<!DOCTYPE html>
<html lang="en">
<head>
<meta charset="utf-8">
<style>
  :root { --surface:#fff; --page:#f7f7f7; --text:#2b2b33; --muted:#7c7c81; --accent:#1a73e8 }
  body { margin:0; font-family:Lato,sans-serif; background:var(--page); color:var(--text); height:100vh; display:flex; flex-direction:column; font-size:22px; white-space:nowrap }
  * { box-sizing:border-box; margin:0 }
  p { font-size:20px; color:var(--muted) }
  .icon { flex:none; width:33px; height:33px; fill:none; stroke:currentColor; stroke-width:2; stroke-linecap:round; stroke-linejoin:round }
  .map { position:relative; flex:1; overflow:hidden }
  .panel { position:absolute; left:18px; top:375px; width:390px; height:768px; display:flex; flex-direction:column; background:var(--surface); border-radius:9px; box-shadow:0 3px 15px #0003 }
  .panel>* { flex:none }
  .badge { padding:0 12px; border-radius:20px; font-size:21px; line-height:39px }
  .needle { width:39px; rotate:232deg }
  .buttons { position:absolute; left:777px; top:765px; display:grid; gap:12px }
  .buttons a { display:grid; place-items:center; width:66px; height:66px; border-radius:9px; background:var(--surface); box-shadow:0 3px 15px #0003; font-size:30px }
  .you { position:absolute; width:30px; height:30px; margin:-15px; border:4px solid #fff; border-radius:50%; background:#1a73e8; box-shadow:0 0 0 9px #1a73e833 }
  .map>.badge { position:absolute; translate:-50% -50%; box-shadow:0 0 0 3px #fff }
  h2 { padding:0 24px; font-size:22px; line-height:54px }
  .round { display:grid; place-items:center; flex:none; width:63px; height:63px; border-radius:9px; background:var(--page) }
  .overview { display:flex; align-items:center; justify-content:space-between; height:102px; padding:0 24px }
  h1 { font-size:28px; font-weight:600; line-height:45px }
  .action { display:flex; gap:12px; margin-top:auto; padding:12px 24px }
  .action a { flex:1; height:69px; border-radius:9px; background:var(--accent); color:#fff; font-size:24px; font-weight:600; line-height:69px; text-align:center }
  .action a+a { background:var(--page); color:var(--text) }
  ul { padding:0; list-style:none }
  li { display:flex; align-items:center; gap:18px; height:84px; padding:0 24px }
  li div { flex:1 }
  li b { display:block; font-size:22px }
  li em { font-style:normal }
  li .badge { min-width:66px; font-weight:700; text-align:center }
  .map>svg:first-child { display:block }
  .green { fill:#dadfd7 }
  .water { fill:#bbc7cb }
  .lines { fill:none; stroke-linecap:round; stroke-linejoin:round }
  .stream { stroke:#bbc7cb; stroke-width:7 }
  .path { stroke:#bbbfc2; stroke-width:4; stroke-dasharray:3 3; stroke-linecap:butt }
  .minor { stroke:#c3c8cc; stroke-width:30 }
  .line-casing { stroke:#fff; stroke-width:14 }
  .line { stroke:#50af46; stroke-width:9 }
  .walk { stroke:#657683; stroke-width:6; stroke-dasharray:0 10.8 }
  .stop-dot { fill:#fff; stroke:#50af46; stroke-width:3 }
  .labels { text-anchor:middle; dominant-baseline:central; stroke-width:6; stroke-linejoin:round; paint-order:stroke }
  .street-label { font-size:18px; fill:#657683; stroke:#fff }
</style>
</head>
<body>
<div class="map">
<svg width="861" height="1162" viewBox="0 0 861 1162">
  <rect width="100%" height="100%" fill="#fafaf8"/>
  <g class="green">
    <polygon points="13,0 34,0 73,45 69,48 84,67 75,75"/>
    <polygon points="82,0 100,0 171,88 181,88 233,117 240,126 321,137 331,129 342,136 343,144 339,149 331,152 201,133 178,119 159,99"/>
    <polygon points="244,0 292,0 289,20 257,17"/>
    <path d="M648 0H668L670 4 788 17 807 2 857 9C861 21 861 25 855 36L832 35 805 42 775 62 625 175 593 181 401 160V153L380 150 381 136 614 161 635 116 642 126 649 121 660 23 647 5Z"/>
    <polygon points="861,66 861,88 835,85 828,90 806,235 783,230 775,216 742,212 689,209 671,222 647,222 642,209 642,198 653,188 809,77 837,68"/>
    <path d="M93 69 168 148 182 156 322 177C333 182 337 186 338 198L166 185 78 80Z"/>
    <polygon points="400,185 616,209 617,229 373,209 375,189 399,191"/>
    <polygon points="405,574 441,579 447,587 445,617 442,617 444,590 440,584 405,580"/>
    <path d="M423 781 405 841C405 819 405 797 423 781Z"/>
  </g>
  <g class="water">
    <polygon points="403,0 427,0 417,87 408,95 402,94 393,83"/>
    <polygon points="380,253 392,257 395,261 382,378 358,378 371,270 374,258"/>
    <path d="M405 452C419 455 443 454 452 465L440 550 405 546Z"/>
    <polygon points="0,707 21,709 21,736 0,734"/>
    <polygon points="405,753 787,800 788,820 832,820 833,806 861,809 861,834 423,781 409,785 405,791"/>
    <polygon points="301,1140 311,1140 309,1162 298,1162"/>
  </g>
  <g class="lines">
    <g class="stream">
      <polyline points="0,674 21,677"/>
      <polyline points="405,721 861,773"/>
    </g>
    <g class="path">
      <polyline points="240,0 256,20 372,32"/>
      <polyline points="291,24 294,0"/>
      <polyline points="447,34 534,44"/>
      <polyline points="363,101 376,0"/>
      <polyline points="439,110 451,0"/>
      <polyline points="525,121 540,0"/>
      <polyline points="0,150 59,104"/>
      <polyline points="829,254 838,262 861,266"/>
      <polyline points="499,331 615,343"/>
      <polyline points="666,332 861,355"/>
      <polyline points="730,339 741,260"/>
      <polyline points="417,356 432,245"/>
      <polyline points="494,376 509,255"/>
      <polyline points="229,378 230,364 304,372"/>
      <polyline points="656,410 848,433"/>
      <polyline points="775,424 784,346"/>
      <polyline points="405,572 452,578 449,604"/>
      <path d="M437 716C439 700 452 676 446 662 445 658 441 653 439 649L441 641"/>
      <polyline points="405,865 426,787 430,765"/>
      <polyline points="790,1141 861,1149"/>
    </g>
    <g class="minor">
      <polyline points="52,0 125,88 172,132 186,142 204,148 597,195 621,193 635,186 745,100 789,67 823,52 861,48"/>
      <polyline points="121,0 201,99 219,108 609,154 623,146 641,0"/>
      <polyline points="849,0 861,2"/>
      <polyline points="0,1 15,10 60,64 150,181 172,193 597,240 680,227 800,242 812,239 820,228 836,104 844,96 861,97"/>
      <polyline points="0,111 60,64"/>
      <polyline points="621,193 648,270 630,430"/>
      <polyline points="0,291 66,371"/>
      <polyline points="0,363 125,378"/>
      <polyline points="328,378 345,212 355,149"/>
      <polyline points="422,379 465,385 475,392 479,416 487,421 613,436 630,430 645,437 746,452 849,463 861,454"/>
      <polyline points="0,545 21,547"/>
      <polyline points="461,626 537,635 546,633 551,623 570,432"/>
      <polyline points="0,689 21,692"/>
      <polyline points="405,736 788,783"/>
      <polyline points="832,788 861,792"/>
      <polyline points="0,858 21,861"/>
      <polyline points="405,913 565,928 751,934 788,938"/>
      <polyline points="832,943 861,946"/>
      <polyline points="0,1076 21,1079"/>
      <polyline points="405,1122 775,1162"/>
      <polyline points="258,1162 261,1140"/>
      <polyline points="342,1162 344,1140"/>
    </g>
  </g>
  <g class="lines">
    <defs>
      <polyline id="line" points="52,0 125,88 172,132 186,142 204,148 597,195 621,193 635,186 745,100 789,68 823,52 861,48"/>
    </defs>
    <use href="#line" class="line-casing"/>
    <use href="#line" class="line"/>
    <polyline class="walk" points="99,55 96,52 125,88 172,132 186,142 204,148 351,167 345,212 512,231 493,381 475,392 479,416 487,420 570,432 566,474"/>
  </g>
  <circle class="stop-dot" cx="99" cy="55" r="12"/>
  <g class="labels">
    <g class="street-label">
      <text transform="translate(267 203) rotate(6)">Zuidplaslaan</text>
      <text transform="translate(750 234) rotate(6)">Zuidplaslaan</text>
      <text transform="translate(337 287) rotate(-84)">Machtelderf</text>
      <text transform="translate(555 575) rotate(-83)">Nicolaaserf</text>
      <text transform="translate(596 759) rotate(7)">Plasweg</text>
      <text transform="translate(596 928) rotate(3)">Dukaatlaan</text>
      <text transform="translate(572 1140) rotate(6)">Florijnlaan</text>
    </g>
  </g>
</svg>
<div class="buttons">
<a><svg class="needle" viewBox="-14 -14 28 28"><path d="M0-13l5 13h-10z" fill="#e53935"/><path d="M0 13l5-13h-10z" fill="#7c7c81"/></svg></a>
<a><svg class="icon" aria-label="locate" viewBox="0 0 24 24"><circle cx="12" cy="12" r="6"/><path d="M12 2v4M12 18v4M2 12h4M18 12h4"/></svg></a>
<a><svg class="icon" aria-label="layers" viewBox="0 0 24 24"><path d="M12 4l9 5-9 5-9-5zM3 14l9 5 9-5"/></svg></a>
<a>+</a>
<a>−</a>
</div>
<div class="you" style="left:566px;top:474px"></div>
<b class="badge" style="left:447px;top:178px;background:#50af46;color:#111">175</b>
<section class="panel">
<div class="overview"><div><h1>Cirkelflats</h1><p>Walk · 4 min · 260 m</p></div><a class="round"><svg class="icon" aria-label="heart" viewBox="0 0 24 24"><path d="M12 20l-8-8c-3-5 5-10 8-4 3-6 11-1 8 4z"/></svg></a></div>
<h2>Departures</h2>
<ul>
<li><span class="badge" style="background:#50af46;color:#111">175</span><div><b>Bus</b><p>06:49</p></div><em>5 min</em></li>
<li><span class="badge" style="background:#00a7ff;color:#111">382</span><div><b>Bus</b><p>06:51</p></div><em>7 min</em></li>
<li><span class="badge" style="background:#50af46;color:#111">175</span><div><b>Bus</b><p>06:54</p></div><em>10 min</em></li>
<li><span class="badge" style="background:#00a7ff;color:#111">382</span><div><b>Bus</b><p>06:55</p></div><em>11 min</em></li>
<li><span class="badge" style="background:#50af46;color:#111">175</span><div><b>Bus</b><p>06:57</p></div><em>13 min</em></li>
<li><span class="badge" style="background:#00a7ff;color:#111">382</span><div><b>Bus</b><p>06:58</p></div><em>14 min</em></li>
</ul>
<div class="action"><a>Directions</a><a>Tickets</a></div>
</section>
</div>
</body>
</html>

ACTIVITY → If a line in the records above has the word "buttons", copy it.

OUTPUT FOR THIS EXERCISE →
  .buttons { position:absolute; left:777px; top:765px; display:grid; gap:12px }
  .buttons a { display:grid; place-items:center; width:66px; height:66px; border-radius:9px; background:var(--surface); box-shadow:0 3px 15px #0003; font-size:30px }
<div class="buttons">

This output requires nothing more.